Aim of the task: Where does the word "structured" appear in the data? Copy every line that holds it.

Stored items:
※

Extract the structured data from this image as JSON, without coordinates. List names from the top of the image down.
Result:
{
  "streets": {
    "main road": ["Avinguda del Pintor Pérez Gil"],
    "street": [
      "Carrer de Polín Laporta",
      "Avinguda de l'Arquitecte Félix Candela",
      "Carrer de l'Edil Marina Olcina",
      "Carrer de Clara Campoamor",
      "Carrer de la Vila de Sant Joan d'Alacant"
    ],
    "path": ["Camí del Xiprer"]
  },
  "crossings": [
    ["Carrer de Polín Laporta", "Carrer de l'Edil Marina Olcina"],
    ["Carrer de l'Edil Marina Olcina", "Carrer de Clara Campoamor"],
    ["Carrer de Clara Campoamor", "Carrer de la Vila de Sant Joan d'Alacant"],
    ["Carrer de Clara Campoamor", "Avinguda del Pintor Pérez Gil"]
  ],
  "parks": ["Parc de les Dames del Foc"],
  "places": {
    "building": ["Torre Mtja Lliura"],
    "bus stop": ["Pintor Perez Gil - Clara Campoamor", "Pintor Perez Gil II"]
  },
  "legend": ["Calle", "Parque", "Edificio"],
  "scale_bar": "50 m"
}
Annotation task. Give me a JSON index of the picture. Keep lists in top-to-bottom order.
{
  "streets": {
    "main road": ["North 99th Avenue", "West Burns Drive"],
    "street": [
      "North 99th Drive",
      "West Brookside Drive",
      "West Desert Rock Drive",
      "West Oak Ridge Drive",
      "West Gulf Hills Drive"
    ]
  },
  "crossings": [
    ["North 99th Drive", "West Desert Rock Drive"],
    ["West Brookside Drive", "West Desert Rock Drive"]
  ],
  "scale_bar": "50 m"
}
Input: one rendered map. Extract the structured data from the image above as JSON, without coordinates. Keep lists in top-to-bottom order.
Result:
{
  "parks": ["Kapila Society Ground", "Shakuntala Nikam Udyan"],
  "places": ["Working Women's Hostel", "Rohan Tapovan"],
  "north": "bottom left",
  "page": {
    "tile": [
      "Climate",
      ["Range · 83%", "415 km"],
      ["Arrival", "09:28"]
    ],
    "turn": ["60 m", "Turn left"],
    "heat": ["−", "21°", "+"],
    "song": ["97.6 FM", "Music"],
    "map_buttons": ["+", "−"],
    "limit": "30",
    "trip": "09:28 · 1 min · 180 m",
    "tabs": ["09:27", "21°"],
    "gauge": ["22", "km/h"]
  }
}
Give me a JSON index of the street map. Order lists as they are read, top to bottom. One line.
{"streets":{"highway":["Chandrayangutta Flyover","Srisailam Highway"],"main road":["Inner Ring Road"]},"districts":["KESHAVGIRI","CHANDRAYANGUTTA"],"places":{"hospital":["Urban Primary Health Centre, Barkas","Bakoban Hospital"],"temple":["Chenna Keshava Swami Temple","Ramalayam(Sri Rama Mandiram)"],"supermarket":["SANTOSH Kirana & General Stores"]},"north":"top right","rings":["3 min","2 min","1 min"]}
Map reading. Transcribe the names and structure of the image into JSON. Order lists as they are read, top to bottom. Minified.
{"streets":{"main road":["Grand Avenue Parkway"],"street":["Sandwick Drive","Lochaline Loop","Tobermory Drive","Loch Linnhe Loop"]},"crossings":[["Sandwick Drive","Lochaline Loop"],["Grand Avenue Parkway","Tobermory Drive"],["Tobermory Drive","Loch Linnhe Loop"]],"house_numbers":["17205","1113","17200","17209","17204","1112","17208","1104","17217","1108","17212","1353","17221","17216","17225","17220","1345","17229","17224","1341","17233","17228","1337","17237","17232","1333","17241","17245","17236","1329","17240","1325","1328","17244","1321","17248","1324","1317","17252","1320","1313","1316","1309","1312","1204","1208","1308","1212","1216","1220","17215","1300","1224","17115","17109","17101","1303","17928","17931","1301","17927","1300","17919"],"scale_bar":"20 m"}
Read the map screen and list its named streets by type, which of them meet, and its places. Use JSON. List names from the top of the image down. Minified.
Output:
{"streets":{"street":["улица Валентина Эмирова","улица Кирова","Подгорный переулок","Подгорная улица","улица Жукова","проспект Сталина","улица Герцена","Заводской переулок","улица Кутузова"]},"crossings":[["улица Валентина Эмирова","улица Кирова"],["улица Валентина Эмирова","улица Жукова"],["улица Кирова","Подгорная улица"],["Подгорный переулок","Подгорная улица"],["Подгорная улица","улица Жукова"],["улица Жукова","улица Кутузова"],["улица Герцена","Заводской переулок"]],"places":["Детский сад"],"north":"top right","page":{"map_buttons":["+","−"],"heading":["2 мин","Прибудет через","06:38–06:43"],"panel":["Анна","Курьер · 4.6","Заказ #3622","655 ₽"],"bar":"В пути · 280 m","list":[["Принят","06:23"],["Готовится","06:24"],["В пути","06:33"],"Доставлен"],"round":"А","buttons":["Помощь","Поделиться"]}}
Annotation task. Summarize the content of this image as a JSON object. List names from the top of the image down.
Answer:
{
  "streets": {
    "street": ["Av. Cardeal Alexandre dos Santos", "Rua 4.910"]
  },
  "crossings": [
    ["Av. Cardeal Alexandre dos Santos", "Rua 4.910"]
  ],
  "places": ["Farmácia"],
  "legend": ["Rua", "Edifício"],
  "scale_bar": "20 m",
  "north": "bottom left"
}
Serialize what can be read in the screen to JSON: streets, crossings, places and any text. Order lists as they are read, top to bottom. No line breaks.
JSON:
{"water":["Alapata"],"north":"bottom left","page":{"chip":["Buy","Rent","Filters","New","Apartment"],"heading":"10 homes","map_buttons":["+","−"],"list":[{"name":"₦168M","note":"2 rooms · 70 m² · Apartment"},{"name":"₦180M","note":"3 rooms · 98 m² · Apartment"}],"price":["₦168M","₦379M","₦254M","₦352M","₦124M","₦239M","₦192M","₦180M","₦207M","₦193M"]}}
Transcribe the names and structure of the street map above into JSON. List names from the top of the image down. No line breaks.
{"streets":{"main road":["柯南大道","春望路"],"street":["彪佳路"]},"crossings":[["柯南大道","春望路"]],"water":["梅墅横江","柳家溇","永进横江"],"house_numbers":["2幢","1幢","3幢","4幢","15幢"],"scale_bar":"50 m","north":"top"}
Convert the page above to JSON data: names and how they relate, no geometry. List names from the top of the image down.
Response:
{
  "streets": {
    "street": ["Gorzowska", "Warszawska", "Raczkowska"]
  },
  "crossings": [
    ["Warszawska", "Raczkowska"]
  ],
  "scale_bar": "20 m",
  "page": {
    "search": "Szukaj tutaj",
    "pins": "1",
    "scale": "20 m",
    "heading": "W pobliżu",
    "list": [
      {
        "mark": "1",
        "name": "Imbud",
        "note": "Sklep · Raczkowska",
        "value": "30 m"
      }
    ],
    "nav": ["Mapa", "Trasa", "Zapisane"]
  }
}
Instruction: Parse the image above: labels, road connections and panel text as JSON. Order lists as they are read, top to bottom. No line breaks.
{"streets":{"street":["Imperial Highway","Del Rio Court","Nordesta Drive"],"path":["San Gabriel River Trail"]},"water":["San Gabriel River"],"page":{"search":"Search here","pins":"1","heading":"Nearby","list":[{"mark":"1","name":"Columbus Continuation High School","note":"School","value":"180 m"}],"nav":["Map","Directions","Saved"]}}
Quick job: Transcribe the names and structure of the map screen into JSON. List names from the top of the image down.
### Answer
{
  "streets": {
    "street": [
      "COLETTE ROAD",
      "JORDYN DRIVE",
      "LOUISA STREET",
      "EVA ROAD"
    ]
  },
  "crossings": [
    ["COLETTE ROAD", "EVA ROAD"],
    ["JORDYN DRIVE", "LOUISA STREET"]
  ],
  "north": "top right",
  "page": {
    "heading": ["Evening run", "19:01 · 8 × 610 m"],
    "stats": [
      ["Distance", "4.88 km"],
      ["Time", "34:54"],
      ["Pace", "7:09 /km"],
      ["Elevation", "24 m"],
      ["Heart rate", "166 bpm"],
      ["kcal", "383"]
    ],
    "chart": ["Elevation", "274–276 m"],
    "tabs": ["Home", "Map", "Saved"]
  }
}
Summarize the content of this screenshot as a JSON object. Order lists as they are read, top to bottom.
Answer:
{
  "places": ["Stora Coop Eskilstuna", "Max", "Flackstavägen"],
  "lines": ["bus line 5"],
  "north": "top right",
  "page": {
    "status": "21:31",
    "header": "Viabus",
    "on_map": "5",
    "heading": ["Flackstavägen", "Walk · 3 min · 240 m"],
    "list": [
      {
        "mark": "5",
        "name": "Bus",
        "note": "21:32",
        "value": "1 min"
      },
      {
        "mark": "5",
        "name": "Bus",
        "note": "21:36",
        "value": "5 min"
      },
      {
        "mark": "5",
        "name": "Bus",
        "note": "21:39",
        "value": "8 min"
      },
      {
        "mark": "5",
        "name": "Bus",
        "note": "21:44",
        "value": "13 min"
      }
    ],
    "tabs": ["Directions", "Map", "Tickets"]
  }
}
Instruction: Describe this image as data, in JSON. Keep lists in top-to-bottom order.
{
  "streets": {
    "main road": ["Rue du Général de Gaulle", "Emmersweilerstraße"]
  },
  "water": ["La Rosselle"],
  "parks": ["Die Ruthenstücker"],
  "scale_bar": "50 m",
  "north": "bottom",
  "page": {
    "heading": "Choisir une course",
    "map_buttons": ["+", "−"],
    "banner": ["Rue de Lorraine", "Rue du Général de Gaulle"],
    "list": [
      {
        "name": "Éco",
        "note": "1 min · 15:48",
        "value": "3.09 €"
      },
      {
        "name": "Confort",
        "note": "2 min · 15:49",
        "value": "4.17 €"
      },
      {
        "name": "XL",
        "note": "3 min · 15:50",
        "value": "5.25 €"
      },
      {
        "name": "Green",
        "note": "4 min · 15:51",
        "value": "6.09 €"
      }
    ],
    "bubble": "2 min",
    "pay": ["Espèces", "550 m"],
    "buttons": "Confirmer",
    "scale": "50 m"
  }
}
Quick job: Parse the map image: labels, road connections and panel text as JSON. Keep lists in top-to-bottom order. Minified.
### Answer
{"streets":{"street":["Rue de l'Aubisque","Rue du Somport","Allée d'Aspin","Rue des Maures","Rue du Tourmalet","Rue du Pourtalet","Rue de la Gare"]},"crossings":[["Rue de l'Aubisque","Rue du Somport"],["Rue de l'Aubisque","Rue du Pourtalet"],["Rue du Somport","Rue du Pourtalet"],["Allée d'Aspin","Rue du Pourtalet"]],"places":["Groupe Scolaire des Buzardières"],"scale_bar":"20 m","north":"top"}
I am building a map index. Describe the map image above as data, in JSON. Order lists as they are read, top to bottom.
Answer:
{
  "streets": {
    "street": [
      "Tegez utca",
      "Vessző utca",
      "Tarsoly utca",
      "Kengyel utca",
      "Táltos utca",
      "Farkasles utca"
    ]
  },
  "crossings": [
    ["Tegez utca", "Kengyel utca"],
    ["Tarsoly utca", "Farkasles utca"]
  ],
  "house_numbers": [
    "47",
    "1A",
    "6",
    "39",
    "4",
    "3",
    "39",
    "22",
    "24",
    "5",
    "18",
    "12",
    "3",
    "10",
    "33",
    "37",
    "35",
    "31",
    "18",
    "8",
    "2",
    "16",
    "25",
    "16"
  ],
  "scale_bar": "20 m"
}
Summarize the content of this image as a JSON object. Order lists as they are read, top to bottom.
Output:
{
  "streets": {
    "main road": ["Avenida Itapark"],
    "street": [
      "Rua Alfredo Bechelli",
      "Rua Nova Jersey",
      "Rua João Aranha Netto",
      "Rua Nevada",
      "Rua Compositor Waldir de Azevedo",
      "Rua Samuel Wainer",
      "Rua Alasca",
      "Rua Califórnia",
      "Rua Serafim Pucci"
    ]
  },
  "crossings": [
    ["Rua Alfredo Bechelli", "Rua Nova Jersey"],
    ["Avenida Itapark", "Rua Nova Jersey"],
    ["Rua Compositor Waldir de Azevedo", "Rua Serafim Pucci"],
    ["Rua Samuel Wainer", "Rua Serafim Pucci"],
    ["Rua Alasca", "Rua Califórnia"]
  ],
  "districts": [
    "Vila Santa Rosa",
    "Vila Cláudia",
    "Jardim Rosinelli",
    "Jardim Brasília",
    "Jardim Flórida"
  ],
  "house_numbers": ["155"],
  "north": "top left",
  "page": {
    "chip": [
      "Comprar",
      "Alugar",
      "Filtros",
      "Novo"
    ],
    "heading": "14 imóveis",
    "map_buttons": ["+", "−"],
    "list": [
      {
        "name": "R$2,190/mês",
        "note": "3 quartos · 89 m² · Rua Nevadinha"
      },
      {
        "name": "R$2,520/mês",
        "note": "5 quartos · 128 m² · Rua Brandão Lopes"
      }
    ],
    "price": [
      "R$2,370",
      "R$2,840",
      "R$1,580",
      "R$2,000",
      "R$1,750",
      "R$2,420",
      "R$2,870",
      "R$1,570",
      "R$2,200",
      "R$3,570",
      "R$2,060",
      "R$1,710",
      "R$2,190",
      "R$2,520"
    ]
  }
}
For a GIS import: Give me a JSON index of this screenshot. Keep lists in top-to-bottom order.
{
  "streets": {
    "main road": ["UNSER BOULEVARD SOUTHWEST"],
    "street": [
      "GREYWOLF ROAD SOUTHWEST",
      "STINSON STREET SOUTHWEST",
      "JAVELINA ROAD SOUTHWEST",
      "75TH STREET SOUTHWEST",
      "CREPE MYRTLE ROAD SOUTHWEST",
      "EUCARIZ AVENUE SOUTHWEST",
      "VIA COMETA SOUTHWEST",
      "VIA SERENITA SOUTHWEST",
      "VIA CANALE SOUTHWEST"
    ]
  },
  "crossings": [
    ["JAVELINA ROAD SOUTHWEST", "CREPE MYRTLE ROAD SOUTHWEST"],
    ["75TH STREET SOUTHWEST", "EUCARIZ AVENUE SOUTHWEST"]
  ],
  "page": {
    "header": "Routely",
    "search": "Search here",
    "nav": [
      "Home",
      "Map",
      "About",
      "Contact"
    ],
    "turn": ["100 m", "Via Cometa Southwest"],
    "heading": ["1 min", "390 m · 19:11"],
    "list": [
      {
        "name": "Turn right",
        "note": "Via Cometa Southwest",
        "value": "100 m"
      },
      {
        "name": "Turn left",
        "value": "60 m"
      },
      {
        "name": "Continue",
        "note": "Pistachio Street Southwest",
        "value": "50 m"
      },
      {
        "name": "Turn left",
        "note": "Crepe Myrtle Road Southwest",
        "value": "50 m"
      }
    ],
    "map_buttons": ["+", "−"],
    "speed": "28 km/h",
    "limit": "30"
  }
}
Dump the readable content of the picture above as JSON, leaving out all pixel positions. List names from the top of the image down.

※

Exercise solution:
Extract the structured data from this image as JSON, without coordinates. List names from the top of the image down.
Input: one rendered map. Extract the structured data from the image above as JSON, without coordinates. Keep lists in top-to-bottom order.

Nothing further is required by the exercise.